On Tuesday, May 7th, citizens of Denver, Colorado voted “yes” on an ordinance that decriminalizes Psilocybin, the hallucinogenic compound in “magic mushrooms.” The ordinance passed by an extremely narrow margin with 50.56% voting in favor of decriminalization and 49.44% voting in opposition.

Although the substance remains illegal, decriminalizing Psilocybin means that Denver has lessened criminal penalties associated with the drug. Specifically, the ordinance deprioritizes imposing penalties on people twenty-one years or older in possession of or using “magic mushrooms” in a personal use capacity and prohibits the City and County of Denver from spending resources on imposing criminal penalties. It does not, however, decriminalize the sale of “magic mushrooms.”

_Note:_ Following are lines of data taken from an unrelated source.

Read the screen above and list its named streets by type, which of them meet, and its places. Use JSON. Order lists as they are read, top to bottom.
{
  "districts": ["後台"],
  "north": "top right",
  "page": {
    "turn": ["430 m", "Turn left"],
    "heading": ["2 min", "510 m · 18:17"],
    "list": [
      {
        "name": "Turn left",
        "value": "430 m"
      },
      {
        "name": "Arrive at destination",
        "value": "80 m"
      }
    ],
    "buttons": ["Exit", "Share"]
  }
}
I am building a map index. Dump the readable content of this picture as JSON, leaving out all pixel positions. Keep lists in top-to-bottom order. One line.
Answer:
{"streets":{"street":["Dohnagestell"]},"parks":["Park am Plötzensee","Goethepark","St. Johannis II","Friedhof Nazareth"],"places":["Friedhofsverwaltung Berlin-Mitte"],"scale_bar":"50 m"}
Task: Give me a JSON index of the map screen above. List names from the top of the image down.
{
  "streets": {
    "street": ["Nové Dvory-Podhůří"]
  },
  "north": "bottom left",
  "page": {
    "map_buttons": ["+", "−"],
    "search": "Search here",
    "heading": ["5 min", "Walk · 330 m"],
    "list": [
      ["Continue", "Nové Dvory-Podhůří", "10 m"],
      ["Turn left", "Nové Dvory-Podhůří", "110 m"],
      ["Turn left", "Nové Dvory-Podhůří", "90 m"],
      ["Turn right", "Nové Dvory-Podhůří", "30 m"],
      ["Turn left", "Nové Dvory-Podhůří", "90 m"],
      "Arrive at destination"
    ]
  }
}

The ordinance also creates a “Psilocybin Mushroom Policy Review Panel” consisting of eleven members, including a certified addictions counselor, a representative of the Denver Police Department and a criminal defense attorney. The Panel will meet at least quarterly and will ultimately present a comprehensive written report including recommendations concerning public safety, public health and the fiscal impacts of the ordinance to be presented at the first City Council Committee Meeting in 2021.

Psilocybin is considered a Schedule I drug, defined by the Drug Enforcement Administration as a drug with no currently accepted medical use and a high potential for abuse. Marijuana is also classified as a Schedule I drug. Denver activists pushed the enactment of the ordinance claiming that there could be medical benefits like those supposedly associated with the use of medical marijuana, such as reducing psychological distress and suicidality.

Oregon is following closely behind the Denver initiative. Activists there are currently collecting signatures in an attempt to get a similar law on the state-wide ballot in 2020. The proposal involves the same reduction in criminal penalties and related expenses as the Denver ordinance. Proponents there are also focused on the claimed medical benefits of “psilocybin-assisted therapy” that would allow licensed manufacturers and dispensaries to administer the hallucinogen to certain adults, much like medical marijuana programs.